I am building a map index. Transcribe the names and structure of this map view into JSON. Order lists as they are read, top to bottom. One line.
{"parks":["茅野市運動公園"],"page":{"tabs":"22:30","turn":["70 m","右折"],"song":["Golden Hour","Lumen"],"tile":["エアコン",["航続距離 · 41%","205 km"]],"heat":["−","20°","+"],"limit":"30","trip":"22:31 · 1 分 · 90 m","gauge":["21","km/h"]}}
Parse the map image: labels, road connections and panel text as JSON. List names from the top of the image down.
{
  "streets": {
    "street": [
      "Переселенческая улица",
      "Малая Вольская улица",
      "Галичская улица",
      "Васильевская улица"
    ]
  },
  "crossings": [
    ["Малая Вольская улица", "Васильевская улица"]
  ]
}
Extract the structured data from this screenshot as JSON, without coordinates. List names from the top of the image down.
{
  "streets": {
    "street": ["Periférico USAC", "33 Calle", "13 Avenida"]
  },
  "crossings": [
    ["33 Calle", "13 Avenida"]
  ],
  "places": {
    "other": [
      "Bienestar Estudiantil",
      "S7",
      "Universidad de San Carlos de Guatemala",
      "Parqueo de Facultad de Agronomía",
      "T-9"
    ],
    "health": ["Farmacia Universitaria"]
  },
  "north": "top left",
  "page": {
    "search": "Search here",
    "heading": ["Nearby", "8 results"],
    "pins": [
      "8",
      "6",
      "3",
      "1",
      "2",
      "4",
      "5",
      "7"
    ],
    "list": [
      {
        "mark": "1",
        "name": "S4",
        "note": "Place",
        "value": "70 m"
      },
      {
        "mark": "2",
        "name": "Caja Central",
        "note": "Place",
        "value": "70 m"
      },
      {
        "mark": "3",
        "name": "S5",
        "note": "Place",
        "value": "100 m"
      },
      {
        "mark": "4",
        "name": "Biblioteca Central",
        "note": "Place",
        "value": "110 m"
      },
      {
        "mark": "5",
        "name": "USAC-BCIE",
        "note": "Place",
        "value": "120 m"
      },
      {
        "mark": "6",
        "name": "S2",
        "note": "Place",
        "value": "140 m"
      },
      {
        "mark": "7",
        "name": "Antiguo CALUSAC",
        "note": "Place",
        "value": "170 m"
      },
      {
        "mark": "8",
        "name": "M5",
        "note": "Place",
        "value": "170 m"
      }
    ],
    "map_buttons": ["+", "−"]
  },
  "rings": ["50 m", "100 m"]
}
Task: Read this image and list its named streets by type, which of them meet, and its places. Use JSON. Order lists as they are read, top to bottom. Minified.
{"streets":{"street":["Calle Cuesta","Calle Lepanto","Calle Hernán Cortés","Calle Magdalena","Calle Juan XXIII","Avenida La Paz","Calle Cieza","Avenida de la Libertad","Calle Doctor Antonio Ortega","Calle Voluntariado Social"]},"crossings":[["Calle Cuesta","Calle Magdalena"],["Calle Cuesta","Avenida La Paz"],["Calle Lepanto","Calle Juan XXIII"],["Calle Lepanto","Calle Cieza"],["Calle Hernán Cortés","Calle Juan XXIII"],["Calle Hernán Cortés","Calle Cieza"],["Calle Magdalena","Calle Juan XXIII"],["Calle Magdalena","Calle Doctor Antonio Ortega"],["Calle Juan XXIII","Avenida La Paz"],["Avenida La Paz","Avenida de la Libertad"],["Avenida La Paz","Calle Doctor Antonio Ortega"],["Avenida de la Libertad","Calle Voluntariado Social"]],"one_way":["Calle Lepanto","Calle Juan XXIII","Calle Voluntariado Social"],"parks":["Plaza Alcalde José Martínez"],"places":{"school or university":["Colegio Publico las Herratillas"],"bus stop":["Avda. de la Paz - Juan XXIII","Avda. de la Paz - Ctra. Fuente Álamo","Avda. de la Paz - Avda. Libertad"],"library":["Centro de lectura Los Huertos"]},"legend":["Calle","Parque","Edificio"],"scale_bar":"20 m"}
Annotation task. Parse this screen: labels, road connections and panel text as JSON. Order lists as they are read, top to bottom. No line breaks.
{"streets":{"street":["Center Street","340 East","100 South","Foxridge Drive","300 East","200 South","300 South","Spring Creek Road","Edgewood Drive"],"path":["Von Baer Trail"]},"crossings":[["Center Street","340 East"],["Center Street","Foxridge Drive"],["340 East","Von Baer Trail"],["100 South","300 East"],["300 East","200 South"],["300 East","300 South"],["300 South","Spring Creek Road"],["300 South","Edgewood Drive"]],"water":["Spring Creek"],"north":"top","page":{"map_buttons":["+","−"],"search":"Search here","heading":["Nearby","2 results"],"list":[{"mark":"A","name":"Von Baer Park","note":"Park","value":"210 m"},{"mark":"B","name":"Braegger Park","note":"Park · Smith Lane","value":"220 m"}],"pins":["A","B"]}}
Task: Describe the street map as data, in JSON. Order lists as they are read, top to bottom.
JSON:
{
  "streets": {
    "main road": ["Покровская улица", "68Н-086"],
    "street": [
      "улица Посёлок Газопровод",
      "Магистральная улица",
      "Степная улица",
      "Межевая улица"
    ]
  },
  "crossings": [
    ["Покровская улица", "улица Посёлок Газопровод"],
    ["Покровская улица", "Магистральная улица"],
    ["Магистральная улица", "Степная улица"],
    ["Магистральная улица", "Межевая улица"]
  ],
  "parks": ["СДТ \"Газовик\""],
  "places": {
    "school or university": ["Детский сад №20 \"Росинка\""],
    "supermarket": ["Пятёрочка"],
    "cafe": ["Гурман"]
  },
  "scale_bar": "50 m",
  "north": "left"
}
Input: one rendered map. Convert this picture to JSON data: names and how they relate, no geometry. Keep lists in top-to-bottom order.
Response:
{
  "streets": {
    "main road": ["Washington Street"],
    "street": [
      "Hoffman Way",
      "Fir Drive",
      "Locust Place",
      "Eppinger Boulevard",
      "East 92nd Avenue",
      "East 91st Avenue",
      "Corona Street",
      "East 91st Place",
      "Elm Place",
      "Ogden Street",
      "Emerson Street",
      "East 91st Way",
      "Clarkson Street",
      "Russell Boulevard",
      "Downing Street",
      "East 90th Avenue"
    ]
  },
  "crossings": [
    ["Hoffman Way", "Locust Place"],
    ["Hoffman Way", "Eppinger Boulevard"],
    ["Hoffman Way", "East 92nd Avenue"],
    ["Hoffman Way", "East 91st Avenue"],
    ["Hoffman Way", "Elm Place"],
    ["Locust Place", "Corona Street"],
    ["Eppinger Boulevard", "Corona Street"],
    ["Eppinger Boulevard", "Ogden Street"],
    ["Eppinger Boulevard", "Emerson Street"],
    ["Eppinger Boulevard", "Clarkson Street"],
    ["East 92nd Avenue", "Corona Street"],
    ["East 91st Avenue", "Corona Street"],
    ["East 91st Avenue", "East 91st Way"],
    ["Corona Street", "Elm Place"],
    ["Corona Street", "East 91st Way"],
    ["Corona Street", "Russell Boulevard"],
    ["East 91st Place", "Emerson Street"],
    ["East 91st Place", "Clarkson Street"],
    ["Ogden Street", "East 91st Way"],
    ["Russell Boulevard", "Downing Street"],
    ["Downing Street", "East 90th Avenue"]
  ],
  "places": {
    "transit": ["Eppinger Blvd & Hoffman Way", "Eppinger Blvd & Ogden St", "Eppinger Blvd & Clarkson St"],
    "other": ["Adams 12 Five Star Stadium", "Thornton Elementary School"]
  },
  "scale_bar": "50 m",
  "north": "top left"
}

_Task goal:_ The only acceptable answer is a number: how many lines of the listing contain the word "Parse".

_Problem solution:_ 2